* TASK TO CARRY OUT
The answer must be a single number: how many lines in the entries below contain the word "roads".

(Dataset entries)
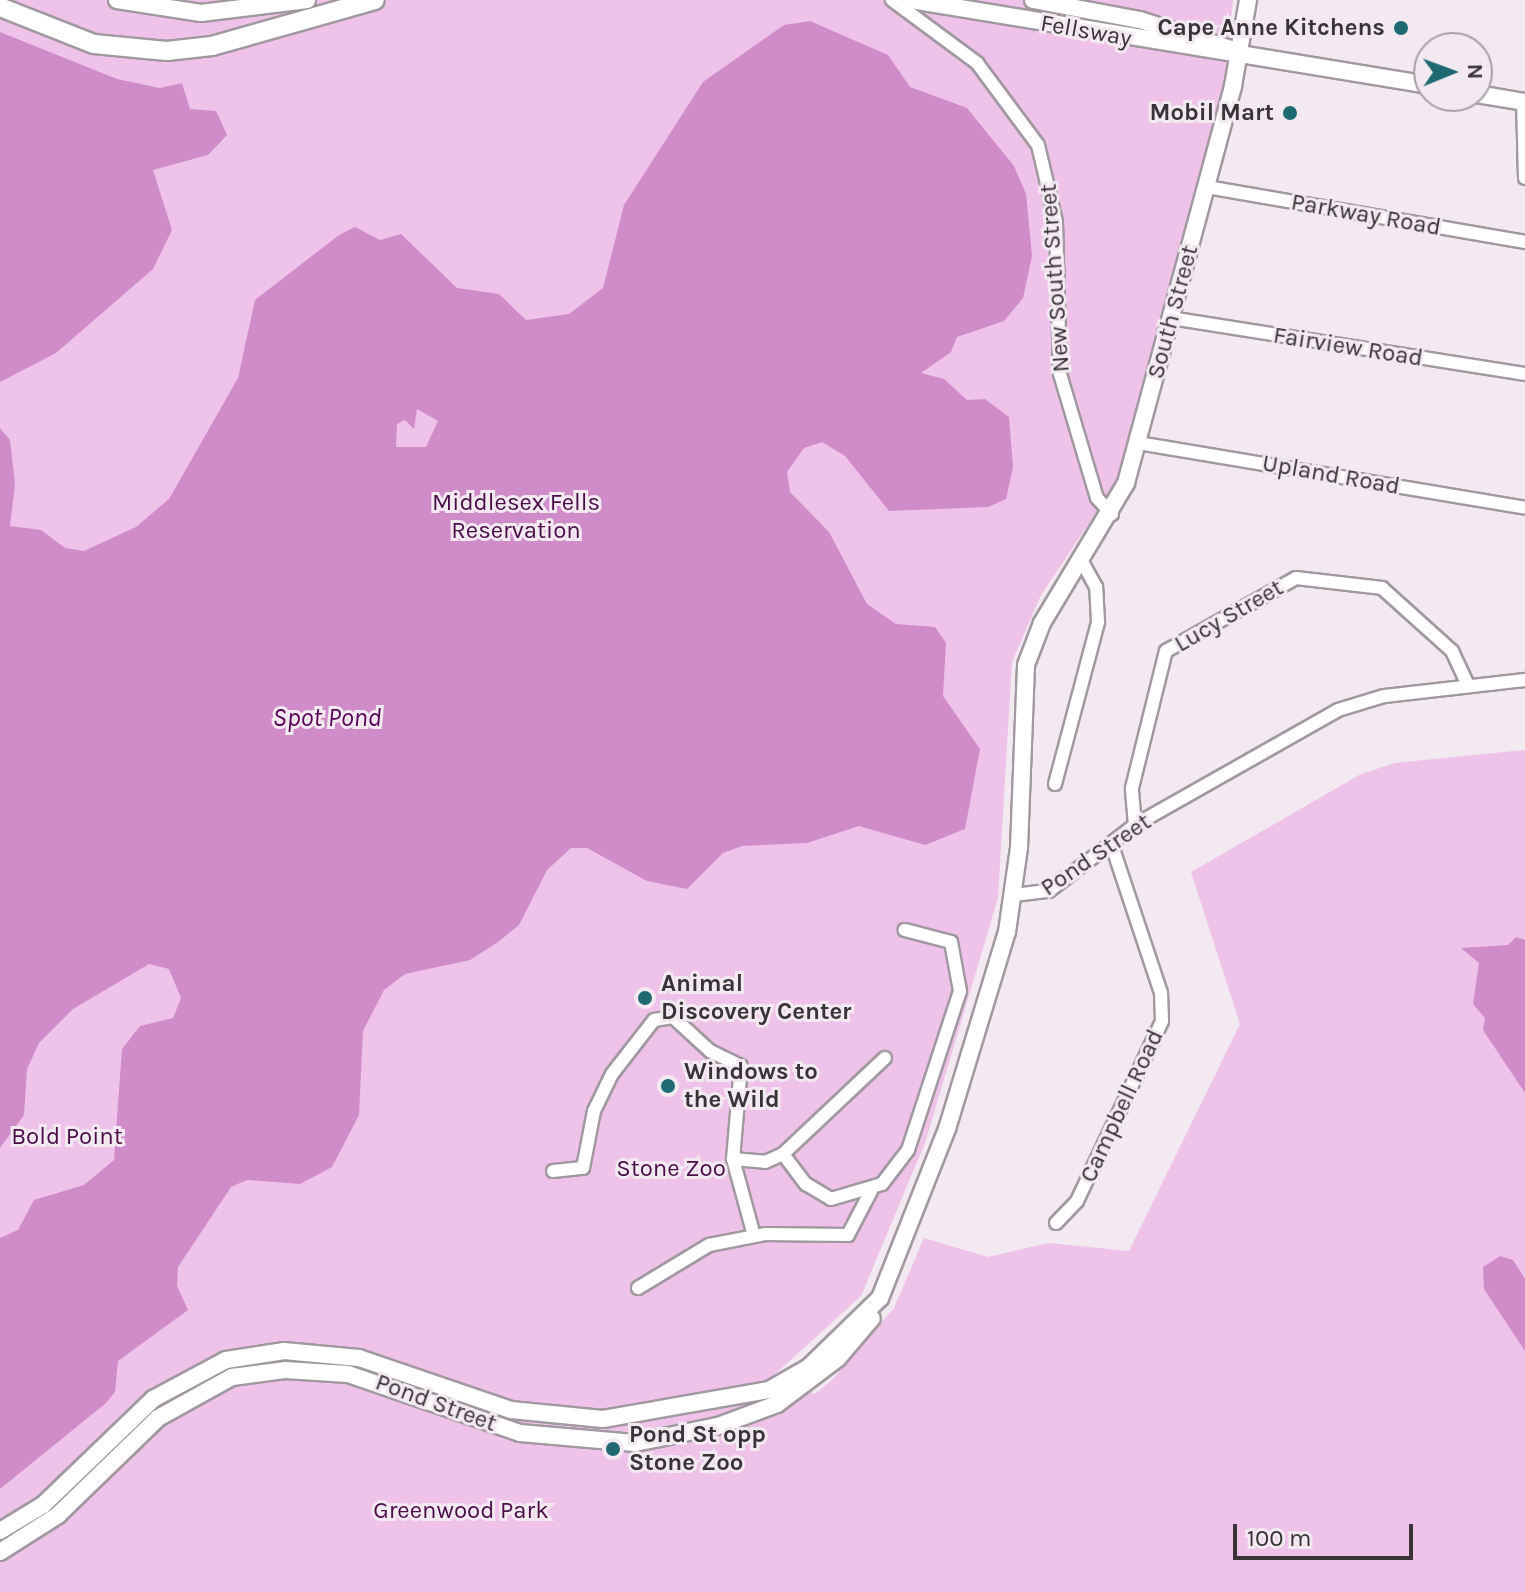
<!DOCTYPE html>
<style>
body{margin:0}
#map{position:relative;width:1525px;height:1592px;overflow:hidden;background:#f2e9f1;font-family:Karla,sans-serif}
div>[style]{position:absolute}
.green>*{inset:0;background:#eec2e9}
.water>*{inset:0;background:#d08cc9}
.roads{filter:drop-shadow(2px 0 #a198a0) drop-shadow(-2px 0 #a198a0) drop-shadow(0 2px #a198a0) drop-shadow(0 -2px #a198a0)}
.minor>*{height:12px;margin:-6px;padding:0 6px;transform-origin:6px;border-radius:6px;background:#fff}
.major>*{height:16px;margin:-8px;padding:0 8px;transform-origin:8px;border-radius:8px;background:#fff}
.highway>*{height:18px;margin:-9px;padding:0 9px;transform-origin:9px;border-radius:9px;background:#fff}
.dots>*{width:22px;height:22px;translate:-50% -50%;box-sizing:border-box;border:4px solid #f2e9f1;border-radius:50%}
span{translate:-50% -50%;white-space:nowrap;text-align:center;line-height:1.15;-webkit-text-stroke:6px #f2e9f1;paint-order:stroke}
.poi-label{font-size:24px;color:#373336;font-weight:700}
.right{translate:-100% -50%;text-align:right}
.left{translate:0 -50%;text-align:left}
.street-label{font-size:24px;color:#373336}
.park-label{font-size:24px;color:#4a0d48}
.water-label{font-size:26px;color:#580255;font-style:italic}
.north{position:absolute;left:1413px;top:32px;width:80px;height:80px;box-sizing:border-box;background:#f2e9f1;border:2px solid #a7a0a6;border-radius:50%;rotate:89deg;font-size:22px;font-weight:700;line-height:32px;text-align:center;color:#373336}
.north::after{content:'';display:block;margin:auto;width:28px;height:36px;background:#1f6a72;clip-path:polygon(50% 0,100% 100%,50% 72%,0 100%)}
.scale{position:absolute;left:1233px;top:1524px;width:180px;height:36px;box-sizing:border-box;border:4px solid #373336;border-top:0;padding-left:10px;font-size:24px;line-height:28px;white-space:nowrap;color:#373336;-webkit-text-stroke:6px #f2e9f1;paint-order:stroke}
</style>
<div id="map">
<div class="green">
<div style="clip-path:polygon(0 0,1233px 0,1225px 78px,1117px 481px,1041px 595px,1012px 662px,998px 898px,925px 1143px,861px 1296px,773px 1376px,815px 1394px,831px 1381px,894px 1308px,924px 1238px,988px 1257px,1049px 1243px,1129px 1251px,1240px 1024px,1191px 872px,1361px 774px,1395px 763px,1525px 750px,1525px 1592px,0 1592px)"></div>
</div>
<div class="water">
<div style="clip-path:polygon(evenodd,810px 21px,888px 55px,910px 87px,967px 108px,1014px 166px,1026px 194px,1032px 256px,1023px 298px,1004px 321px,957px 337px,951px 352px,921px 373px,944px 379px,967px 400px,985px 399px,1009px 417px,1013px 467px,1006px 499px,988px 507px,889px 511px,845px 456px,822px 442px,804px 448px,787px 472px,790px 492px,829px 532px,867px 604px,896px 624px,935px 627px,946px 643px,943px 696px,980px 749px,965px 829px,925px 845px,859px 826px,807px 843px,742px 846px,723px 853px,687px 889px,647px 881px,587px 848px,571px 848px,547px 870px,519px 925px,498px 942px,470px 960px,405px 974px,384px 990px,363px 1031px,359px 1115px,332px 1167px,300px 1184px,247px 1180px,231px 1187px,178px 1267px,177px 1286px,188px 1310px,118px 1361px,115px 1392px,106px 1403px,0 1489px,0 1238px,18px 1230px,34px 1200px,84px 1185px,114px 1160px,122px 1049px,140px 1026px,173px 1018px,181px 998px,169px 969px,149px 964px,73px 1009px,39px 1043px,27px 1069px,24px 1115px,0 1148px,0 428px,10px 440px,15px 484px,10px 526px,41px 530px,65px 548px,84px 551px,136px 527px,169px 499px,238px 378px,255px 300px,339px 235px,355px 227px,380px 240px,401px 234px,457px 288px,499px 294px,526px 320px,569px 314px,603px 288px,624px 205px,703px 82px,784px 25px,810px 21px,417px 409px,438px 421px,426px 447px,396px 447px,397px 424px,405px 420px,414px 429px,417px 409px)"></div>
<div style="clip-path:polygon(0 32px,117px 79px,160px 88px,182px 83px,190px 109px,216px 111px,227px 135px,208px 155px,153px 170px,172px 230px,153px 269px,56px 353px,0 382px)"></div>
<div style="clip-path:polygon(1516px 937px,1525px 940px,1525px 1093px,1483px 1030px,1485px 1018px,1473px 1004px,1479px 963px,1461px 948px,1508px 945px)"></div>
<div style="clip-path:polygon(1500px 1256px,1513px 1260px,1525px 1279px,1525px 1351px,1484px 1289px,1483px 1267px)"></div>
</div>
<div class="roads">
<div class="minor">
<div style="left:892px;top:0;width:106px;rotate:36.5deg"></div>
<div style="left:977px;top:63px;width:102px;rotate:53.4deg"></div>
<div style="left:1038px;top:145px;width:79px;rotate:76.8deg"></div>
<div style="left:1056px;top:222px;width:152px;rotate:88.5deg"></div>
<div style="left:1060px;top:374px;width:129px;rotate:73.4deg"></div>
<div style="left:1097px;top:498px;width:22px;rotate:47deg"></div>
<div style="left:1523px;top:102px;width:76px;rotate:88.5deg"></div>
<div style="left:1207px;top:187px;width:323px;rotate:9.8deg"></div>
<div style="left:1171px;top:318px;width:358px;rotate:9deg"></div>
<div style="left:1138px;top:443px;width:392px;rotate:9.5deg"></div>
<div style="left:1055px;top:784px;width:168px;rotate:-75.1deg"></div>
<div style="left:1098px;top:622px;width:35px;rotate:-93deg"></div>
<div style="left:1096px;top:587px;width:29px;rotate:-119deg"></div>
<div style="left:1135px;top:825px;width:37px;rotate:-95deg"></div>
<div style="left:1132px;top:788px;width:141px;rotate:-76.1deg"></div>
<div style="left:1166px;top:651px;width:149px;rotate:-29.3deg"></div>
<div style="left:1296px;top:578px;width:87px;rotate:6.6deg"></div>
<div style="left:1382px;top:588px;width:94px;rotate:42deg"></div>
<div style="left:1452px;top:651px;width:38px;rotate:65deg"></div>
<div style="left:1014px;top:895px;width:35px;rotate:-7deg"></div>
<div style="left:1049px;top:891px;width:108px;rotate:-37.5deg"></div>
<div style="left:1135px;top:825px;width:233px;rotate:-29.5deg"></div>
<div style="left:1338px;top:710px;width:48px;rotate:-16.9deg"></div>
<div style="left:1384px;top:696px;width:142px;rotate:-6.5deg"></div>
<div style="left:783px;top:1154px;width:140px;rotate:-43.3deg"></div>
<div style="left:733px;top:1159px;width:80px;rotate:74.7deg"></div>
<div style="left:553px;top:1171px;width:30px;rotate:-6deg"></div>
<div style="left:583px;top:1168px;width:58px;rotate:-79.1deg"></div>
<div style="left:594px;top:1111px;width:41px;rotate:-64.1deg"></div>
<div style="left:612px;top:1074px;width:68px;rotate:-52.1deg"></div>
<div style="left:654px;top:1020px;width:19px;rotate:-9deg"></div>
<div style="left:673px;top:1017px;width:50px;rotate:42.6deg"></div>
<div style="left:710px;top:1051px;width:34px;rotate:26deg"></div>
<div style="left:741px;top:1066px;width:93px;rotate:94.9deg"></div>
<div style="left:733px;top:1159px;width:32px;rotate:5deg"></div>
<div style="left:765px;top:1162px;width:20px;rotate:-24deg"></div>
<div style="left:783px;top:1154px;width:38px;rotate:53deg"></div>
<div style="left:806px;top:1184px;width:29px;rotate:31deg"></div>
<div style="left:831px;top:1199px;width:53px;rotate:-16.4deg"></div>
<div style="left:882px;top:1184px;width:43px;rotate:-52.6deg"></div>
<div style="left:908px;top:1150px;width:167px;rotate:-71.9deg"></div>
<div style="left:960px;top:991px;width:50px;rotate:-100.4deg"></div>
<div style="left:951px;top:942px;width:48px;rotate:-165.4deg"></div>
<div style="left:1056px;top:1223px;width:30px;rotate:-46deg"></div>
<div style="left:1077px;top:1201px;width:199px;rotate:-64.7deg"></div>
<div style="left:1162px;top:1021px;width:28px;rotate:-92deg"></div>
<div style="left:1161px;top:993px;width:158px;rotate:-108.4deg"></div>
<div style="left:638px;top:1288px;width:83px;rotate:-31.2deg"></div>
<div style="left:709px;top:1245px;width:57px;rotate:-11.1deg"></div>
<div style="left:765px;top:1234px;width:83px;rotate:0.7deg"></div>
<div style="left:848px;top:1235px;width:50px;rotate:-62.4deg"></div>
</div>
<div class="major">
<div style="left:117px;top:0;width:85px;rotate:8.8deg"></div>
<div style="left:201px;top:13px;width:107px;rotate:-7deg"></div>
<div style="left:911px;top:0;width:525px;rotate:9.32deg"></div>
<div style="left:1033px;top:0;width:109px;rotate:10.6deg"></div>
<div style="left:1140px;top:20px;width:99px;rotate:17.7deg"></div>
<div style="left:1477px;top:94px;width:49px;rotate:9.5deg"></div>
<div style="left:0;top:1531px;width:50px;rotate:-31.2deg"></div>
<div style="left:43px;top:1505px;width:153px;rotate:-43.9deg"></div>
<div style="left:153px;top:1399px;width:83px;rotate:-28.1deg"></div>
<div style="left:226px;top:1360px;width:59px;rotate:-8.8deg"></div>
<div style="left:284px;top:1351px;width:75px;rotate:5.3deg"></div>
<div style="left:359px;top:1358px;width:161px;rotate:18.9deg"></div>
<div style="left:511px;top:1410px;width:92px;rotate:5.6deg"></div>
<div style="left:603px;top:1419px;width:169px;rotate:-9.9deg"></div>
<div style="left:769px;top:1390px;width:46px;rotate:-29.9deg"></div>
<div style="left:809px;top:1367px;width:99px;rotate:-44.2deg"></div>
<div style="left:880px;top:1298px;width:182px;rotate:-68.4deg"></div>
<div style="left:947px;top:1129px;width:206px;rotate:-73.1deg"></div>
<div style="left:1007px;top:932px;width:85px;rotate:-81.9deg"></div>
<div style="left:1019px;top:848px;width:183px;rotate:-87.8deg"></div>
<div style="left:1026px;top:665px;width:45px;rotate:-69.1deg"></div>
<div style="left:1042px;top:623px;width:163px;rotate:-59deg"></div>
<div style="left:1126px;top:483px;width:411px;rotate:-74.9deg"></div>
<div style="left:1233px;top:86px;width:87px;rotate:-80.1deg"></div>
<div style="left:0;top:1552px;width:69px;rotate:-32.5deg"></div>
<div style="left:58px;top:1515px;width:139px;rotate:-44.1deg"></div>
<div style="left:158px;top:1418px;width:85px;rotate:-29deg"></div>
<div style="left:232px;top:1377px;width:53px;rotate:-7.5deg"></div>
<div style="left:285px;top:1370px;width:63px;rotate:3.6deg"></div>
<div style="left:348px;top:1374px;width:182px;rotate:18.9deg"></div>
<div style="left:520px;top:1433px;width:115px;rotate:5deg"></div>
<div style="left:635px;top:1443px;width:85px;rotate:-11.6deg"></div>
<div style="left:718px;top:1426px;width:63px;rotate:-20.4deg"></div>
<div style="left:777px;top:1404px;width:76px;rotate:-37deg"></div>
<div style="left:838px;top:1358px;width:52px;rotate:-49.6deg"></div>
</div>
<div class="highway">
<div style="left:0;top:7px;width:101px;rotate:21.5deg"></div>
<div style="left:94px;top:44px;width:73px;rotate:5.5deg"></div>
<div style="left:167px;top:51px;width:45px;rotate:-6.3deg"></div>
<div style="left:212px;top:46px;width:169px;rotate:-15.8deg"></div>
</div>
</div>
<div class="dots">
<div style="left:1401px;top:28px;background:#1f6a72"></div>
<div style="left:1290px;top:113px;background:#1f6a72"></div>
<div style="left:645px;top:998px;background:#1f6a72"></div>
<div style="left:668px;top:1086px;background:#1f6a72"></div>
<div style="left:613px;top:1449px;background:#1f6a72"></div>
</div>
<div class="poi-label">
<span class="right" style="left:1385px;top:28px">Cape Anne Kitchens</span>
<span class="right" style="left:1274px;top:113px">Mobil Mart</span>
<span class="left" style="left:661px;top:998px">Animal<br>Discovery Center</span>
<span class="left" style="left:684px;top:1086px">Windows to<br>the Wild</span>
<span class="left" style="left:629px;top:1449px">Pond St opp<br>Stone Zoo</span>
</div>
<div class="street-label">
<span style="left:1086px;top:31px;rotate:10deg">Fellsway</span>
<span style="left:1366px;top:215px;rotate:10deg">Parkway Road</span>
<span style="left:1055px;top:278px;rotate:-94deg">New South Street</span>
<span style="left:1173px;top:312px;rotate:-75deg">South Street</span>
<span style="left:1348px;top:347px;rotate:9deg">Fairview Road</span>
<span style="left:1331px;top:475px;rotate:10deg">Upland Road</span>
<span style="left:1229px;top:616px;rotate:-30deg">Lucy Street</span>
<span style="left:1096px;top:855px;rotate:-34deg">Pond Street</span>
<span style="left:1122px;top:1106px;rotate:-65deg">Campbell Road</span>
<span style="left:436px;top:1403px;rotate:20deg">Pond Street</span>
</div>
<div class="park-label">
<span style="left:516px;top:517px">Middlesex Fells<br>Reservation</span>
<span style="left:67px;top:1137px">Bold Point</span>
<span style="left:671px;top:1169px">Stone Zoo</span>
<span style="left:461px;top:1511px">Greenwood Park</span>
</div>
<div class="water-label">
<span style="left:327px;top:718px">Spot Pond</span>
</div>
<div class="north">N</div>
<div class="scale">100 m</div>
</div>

* THE ANSWER
2